- **TASK TO COMPLETE**: From the first line of the entries below through the line holding "2px #b4b1aa) drop-shadow(0", write out every line exactly, please, and leave out the pictures.

- **RECORDS SUPPLIED**:
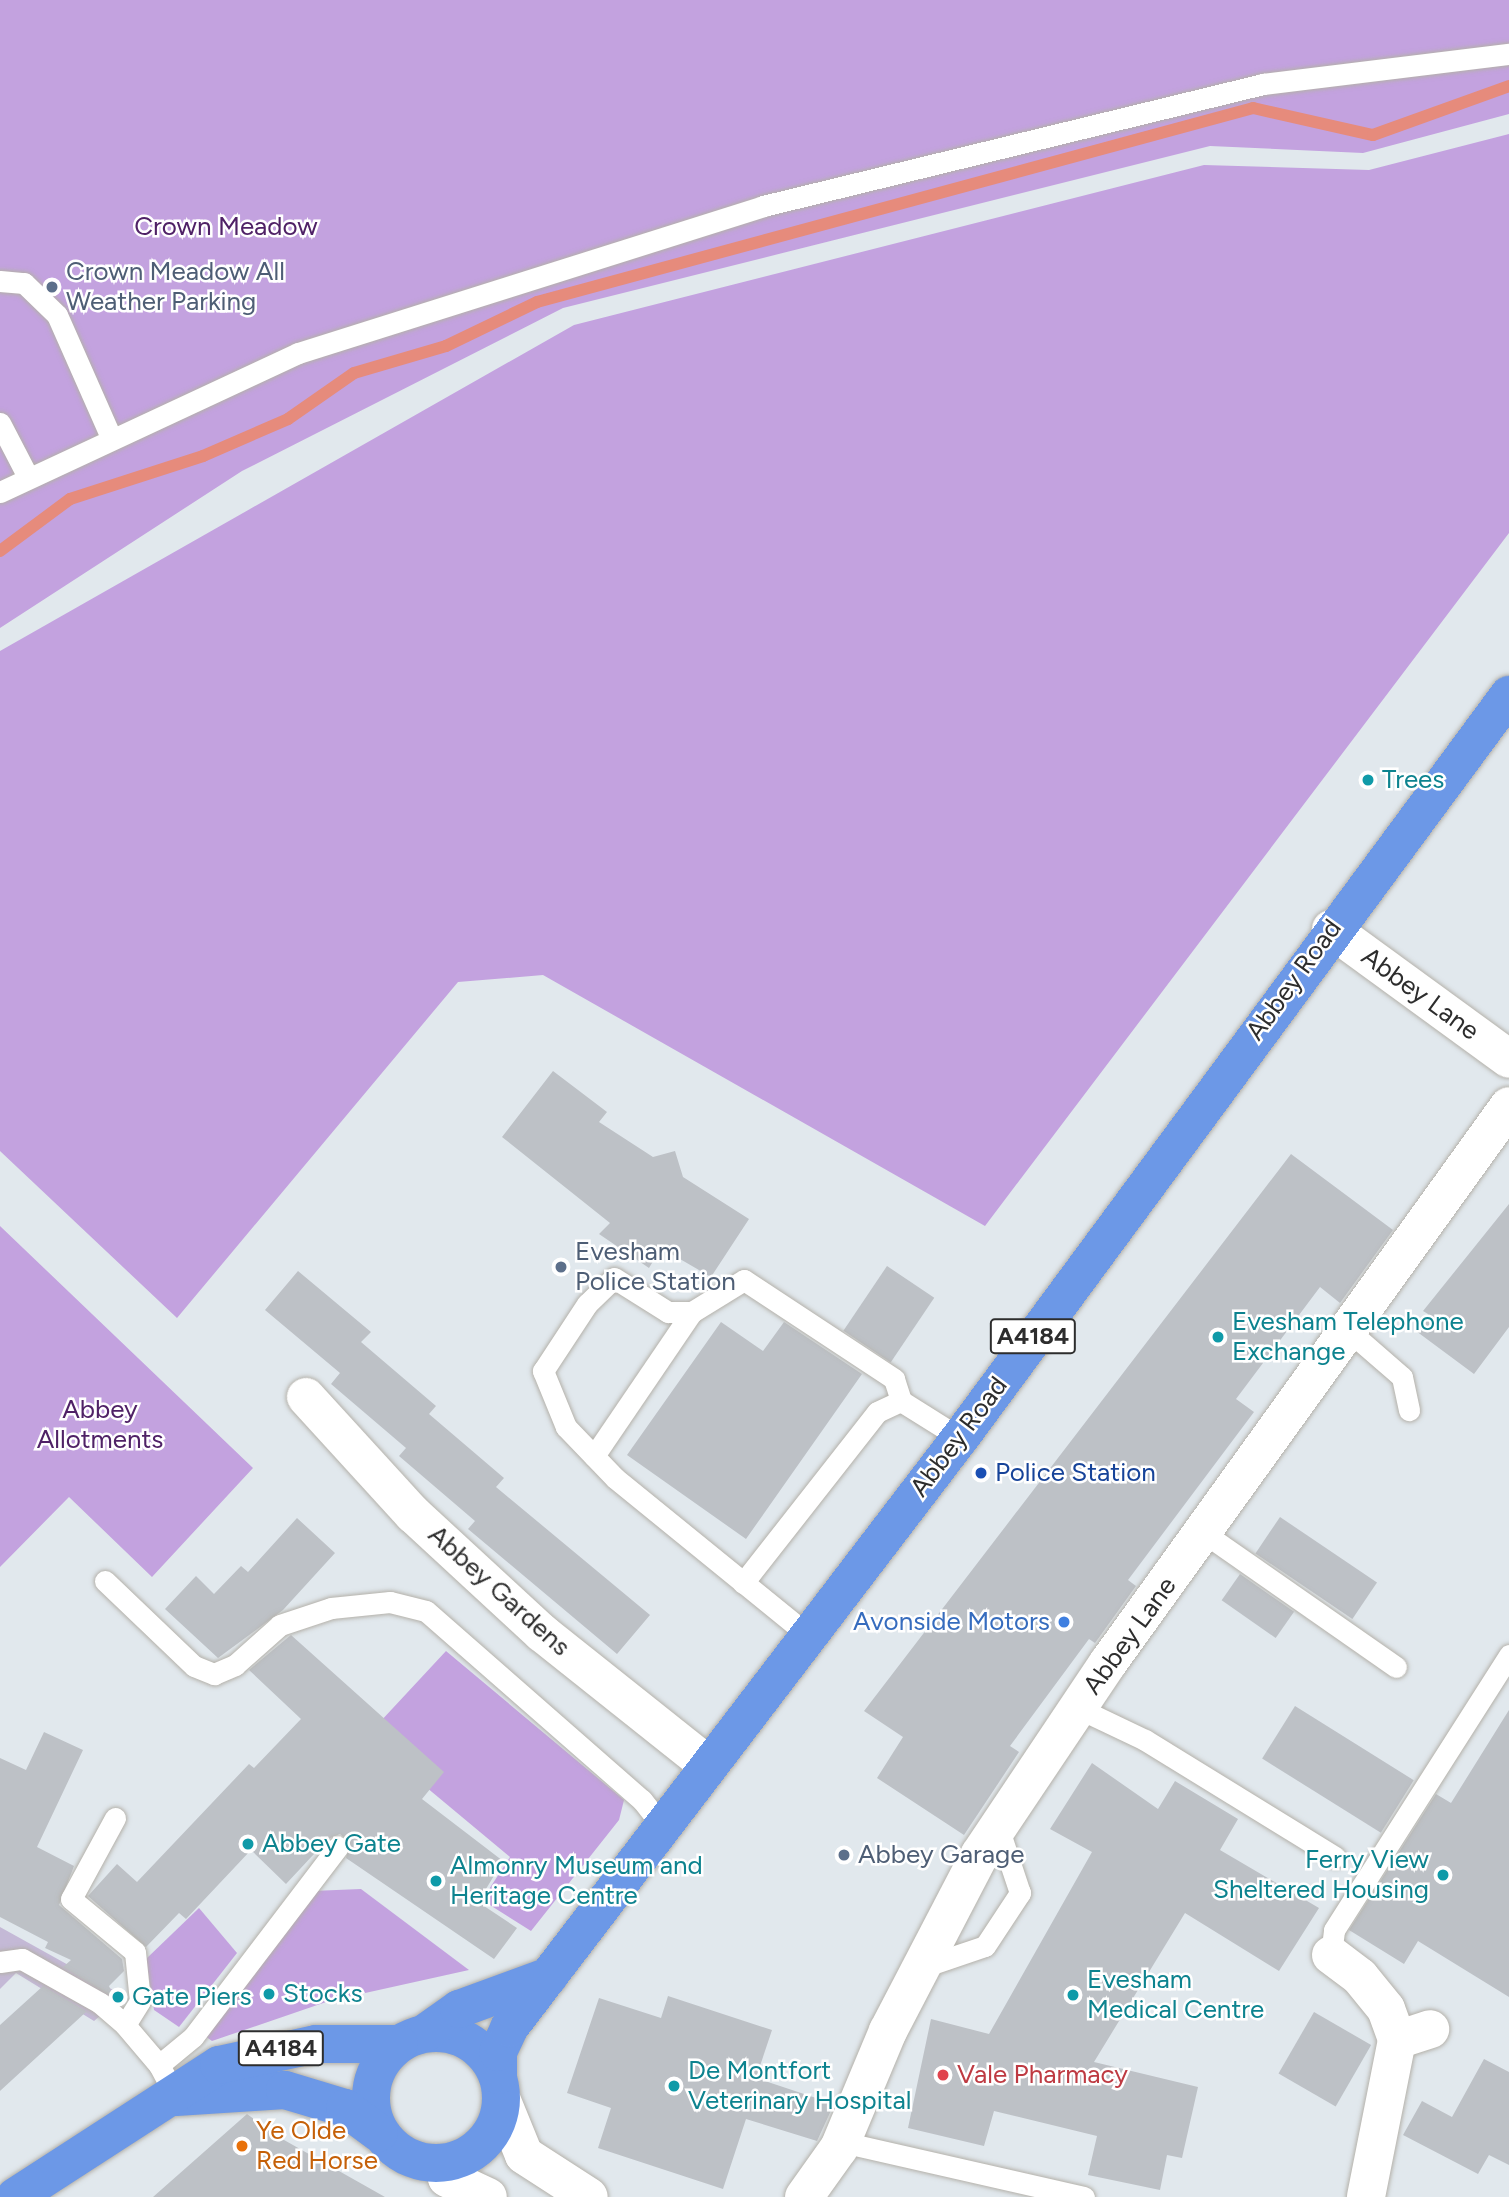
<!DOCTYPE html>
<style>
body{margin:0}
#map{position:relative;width:1509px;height:2197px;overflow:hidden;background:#e1e8ed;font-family:Figtree,sans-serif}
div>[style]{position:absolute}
.green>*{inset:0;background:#c3a2df}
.cemetery>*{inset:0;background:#c4b9d6}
.stream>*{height:12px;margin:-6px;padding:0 6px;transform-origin:6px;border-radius:6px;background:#e68b7c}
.building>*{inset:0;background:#bdc1c6;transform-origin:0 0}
.roads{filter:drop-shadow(0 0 2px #b4b1aa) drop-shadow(0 0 2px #b4b1aa)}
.lane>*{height:21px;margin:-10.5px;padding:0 10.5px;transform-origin:10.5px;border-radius:10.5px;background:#fff}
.street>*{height:38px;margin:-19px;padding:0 19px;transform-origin:19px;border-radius:19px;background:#fff}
.primary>*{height:38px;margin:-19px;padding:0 19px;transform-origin:19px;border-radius:19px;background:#6c98e7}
.primary>.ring{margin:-19px;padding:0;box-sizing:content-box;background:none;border:38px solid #6c98e7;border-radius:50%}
.dots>*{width:19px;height:19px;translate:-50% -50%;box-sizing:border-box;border:4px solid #fff;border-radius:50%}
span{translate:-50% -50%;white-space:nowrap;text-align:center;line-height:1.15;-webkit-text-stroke:5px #fff;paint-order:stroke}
.shield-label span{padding:2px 5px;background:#fff;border:2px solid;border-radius:5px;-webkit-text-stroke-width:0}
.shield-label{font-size:24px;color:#2d2d2d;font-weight:700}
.park-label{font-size:26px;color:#4f2166}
.service-label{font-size:26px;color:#4e5e75}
.left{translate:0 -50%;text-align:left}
.culture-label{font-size:26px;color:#0d838f}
.right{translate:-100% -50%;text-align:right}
.street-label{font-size:26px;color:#2d2d2d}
.transit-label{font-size:26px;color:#164399}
.shop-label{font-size:26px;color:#366cbe}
.health-label{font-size:26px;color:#be3a42}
.food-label{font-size:26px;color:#c56008}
</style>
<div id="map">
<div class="green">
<i style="clip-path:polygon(0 0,1509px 0,1509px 114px,1363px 153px,1210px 146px,563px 308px,242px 471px,0 628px)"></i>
<i style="clip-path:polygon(1509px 134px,1509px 533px,985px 1226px,543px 975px,458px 982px,177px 1318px,0 1151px,0 651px,574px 325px,1204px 165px,1369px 170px)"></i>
<i style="clip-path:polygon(0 1226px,253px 1468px,152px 1577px,69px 1497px,0 1567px)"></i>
<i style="clip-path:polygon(446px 1651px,624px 1800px,619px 1820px,531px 1931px,482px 1900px,510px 1857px,366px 1737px)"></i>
<i style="clip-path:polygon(361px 1889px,469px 1970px,329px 2001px,212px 2041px,205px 2036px,312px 1891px)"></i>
<i style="clip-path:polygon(199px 1908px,237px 1953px,179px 2027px,154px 2010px,146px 1959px)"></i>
</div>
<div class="cemetery">
<i style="clip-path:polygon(0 1927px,124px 1996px,94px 2021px,16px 1973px,0 1989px)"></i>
</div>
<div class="stream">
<i style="left:0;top:551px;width:87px;rotate:-36.6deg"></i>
<i style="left:70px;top:499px;width:140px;rotate:-17.9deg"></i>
<i style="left:203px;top:456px;width:93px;rotate:-23.5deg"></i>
<i style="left:288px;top:419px;width:80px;rotate:-34.9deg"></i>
<i style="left:354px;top:373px;width:96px;rotate:-16.4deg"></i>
<i style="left:446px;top:346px;width:101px;rotate:-25.8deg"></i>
<i style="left:537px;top:302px;width:742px;rotate:-15.16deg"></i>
<i style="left:1253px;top:108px;width:123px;rotate:12.7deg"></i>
<i style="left:1373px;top:135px;width:145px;rotate:-19.8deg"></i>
</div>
<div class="building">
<i style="clip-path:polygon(553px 1071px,607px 1112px,599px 1122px,653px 1157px,675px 1151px,683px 1177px,749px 1219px,711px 1277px,661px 1248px,649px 1268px,599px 1234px,610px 1223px,502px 1137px)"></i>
<i style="clip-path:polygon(1291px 1154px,1393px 1230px,1340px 1303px,1320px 1287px,1236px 1399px,1254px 1412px,1128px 1580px,1136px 1586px,1095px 1643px,1089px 1639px,1010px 1746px,1019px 1752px,964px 1835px,877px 1778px,903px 1737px,864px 1711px)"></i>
<i style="clip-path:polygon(1509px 1204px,1509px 1327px,1474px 1374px,1416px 1331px,1428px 1314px,1423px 1311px)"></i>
<i style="left:887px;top:1266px;width:57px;height:78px;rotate:34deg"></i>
<i style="clip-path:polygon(298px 1271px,371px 1332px,361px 1342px,436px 1406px,429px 1414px,504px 1478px,496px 1487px,650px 1615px,617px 1654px,468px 1529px,475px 1521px,399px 1456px,406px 1448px,331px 1384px,340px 1373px,265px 1310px)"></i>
<i style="clip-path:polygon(721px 1322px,763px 1351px,784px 1322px,862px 1374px,746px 1539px,627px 1455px)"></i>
<i style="left:1280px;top:1517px;width:117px;height:44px;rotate:34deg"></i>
<i style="clip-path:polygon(297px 1518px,335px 1553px,283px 1610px,218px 1658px,165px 1609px,196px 1576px,214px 1594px,241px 1566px,248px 1572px)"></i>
<i style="left:1240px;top:1574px;width:66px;height:32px;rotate:35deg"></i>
<i style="clip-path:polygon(291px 1635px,444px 1772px,422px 1799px,503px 1861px,478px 1902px,517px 1928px,494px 1959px,346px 1858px,350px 1843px,340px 1834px,328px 1839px,286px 1884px,251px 1850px,186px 1919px,179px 1913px,146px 1947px,88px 1896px,117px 1864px,137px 1882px,249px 1764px,254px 1768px,301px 1719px,249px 1670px)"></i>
<i style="left:1295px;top:1706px;width:140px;height:62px;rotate:32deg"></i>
<i style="clip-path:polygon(1509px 1710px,1509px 1997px,1418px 1941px,1404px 1964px,1349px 1930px,1436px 1794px,1451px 1803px)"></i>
<i style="clip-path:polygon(44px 1732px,83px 1750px,37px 1847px,74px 1866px,59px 1905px,122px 1959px,124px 1971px,109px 1986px,114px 1998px,63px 1967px,71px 1960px,45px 1948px,48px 1942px,0 1917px,0 1758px,26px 1770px)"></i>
<i style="clip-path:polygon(1092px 1763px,1158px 1809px,1175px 1781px,1238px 1819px,1220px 1850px,1319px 1908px,1279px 1971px,1185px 1913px,1094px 2062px,1198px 2087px,1182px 2158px,1167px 2155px,1160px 2190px,1088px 2175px,1097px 2136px,994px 2111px,984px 2146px,908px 2128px,931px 2019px,989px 2034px,1092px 1852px,1050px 1829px)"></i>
<i style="clip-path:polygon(43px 1986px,96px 2017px,86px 2012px,0 2091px,0 2025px)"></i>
<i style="clip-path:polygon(668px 1996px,772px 2030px,756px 2078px,834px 2104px,817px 2141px,746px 2119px,723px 2189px,598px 2148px,611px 2108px,567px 2093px,599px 1998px,661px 2018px)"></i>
<i style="left:1314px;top:2012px;width:66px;height:71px;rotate:30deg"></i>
<i style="clip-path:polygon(1484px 2059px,1509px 2072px,1509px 2165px,1489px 2155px,1478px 2174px,1403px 2135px,1422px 2101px,1452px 2117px)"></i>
<i style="clip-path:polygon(247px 2114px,277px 2136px,385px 2197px,153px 2197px)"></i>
</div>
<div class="roads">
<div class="lane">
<i style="left:0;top:281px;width:24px;rotate:5deg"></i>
<i style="left:24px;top:283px;width:46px;rotate:44.1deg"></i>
<i style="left:57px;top:315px;width:131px;rotate:66.2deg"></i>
<i style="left:0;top:423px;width:59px;rotate:62.6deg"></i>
<i style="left:0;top:492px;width:329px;rotate:-25deg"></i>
<i style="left:298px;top:353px;width:488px;rotate:-17.5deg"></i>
<i style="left:763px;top:206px;width:515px;rotate:-13.71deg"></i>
<i style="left:1263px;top:84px;width:248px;rotate:-7deg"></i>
<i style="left:1349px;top:1331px;width:70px;rotate:41deg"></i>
<i style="left:1402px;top:1377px;width:34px;rotate:78deg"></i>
<i style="left:594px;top:1456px;width:174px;rotate:-55.8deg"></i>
<i style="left:1204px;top:1533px;width:234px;rotate:34.9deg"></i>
<i style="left:105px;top:1581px;width:123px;rotate:43.7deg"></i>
<i style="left:194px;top:1666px;width:22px;rotate:22deg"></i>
<i style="left:214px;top:1674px;width:23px;rotate:-23deg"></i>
<i style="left:235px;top:1665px;width:60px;rotate:-41.6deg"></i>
<i style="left:280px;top:1625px;width:54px;rotate:-18.4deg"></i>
<i style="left:331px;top:1608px;width:59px;rotate:-5.8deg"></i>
<i style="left:390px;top:1602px;width:37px;rotate:14deg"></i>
<i style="left:426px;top:1611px;width:287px;rotate:41.2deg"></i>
<i style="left:642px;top:1800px;width:37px;rotate:52deg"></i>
<i style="left:743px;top:1583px;width:217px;rotate:-51.9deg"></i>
<i style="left:877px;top:1412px;width:26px;rotate:-25deg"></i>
<i style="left:901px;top:1401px;width:70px;rotate:32.1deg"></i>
<i style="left:808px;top:1635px;width:249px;rotate:-140.9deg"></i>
<i style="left:615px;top:1478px;width:71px;rotate:-133.9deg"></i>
<i style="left:566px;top:1427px;width:61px;rotate:-112.3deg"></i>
<i style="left:543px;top:1371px;width:80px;rotate:-56.7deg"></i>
<i style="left:587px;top:1304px;width:37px;rotate:-44deg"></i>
<i style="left:614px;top:1278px;width:64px;rotate:32.2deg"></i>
<i style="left:668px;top:1312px;width:24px"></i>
<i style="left:692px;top:1312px;width:61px;rotate:-31.6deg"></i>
<i style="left:744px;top:1280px;width:180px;rotate:33.4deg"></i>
<i style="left:894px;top:1379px;width:23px;rotate:72deg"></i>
<i style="left:1078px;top:1708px;width:74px;rotate:25.5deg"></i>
<i style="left:1145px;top:1740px;width:223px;rotate:31.6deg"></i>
<i style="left:115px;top:1818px;width:92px;rotate:118.5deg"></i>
<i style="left:71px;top:1899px;width:83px;rotate:39.6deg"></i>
<i style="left:135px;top:1952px;width:49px;rotate:84.2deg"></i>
<i style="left:140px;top:2001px;width:28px;rotate:122deg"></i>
<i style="left:125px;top:2025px;width:52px;rotate:49.6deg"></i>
<i style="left:159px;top:2065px;width:36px;rotate:62deg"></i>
<i style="left:1331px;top:1955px;width:25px;rotate:-83deg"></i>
<i style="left:1334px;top:1930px;width:326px;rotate:-57.5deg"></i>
<i style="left:0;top:1962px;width:22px;rotate:-8deg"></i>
<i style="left:22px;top:1959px;width:90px;rotate:29.4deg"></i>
<i style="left:100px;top:2003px;width:33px;rotate:41deg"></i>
<i style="left:923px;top:1967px;width:65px;rotate:-18.7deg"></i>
<i style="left:985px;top:1946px;width:64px;rotate:-56.6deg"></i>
<i style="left:1020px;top:1893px;width:70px;rotate:-108.4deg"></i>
<i style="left:159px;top:2065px;width:44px;rotate:-39.5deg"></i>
<i style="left:193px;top:2037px;width:239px;rotate:-52.7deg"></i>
<i style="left:842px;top:2142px;width:248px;rotate:12.8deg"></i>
</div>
<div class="street">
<i style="left:1331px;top:929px;width:220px;rotate:36.1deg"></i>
<i style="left:306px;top:1397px;width:159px;rotate:47.6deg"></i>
<i style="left:413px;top:1514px;width:176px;rotate:42.7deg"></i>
<i style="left:542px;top:1633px;width:212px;rotate:38.5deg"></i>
<i style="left:1331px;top:1955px;width:36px;rotate:37deg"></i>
<i style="left:1360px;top:1977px;width:41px;rotate:50.9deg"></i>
<i style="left:1386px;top:2009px;width:33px;rotate:70deg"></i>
<i style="left:1397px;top:2040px;width:160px;rotate:101.2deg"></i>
<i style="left:1397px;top:2040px;width:35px;rotate:-18deg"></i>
<i style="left:502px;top:2101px;width:58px;rotate:67.8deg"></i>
<i style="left:524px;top:2155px;width:77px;rotate:32.9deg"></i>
<i style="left:446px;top:2163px;width:15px;rotate:86deg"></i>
<i style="left:447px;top:2178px;width:45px;rotate:24.9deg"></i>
<i style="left:804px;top:2197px;width:60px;rotate:-54.5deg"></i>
<i style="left:839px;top:2148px;width:127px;rotate:-67.3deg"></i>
<i style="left:888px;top:2031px;width:199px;rotate:-62.5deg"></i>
<i style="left:980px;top:1854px;width:230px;rotate:-56.2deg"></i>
<i style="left:1108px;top:1663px;width:686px;rotate:-54.25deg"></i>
</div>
<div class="primary">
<i class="ring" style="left:371px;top:2033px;width:92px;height:92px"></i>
<i style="left:425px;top:2033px;width:42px;rotate:-35.2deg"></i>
<i style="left:459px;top:2009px;width:96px;rotate:-20.1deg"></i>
<i style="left:498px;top:2075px;width:23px;rotate:-90deg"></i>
<i style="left:498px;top:2052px;width:26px;rotate:-65deg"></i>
<i style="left:509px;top:2028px;width:743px;rotate:-52.61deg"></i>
<i style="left:960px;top:1438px;width:924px;rotate:-53.54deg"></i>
<i style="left:176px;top:2097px;width:109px;rotate:-3.7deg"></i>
<i style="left:285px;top:2090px;width:63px;rotate:16.7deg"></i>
<i style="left:345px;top:2108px;width:42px;rotate:36.3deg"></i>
<i style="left:15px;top:2197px;width:243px;rotate:-32.9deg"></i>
<i style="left:219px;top:2065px;width:99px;rotate:-12.2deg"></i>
<i style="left:316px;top:2044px;width:83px"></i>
</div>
</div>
<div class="dots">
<i style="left:52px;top:287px;background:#5c6f8a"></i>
<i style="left:1368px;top:780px;background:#0f9aa8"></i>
<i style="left:561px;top:1267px;background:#5c6f8a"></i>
<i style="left:1218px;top:1337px;background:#0f9aa8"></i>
<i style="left:981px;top:1473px;background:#1a4fb4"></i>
<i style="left:1064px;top:1622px;background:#3f7fe0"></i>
<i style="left:248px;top:1844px;background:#0f9aa8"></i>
<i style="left:844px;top:1855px;background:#5c6f8a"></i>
<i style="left:1443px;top:1875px;background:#0f9aa8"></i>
<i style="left:436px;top:1881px;background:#0f9aa8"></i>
<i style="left:269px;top:1994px;background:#0f9aa8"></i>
<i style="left:1073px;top:1995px;background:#0f9aa8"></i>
<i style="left:118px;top:1997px;background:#0f9aa8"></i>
<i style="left:943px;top:2075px;background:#e0444e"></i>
<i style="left:674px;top:2086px;background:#0f9aa8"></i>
<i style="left:242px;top:2146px;background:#e8710a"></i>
</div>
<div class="shield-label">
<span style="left:1033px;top:1336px">A4184</span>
<span style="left:281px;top:2048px">A4184</span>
</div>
<div class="park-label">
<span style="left:226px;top:227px">Crown Meadow</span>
<span style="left:100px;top:1425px">Abbey<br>Allotments</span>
</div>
<div class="service-label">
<span class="left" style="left:66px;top:287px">Crown Meadow All<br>Weather Parking</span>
<span class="left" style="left:575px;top:1267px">Evesham<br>Police Station</span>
<span class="left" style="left:858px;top:1855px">Abbey Garage</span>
</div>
<div class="culture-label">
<span class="left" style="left:1382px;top:780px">Trees</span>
<span class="left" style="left:1232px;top:1337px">Evesham Telephone<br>Exchange</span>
<span class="left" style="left:262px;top:1844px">Abbey Gate</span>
<span class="right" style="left:1429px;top:1875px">Ferry View<br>Sheltered Housing</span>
<span class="left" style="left:450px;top:1881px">Almonry Museum and<br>Heritage Centre</span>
<span class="left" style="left:1087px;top:1995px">Evesham<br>Medical Centre</span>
<span class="left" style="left:283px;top:1994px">Stocks</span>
<span class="left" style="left:132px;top:1997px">Gate Piers</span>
<span class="left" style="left:688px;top:2086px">De Montfort<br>Veterinary Hospital</span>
</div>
<div class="street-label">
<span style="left:1294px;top:980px;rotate:-54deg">Abbey Road</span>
<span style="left:1420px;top:994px;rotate:36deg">Abbey Lane</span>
<span style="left:959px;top:1437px;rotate:-53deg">Abbey Road</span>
<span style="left:499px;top:1591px;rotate:42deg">Abbey Gardens</span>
<span style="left:1130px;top:1636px;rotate:-54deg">Abbey Lane</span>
</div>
<div class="transit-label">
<span class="left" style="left:995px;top:1473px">Police Station</span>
</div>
<div class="shop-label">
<span class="right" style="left:1050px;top:1622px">Avonside Motors</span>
</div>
<div class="health-label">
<span class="left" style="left:957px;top:2075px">Vale Pharmacy</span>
</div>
<div class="food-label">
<span class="left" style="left:256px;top:2146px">Ye Olde<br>Red Horse</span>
</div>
</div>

- **EXERCISE RESPONSE**:
<!DOCTYPE html>
<style>
body{margin:0}
#map{position:relative;width:1509px;height:2197px;overflow:hidden;background:#e1e8ed;font-family:Figtree,sans-serif}
div>[style]{position:absolute}
.green>*{inset:0;background:#c3a2df}
.cemetery>*{inset:0;background:#c4b9d6}
.stream>*{height:12px;margin:-6px;padding:0 6px;transform-origin:6px;border-radius:6px;background:#e68b7c}
.building>*{inset:0;background:#bdc1c6;transform-origin:0 0}
.roads{filter:drop-shadow(0 0 2px #b4b1aa) drop-shadow(0 0 2px #b4b1aa)}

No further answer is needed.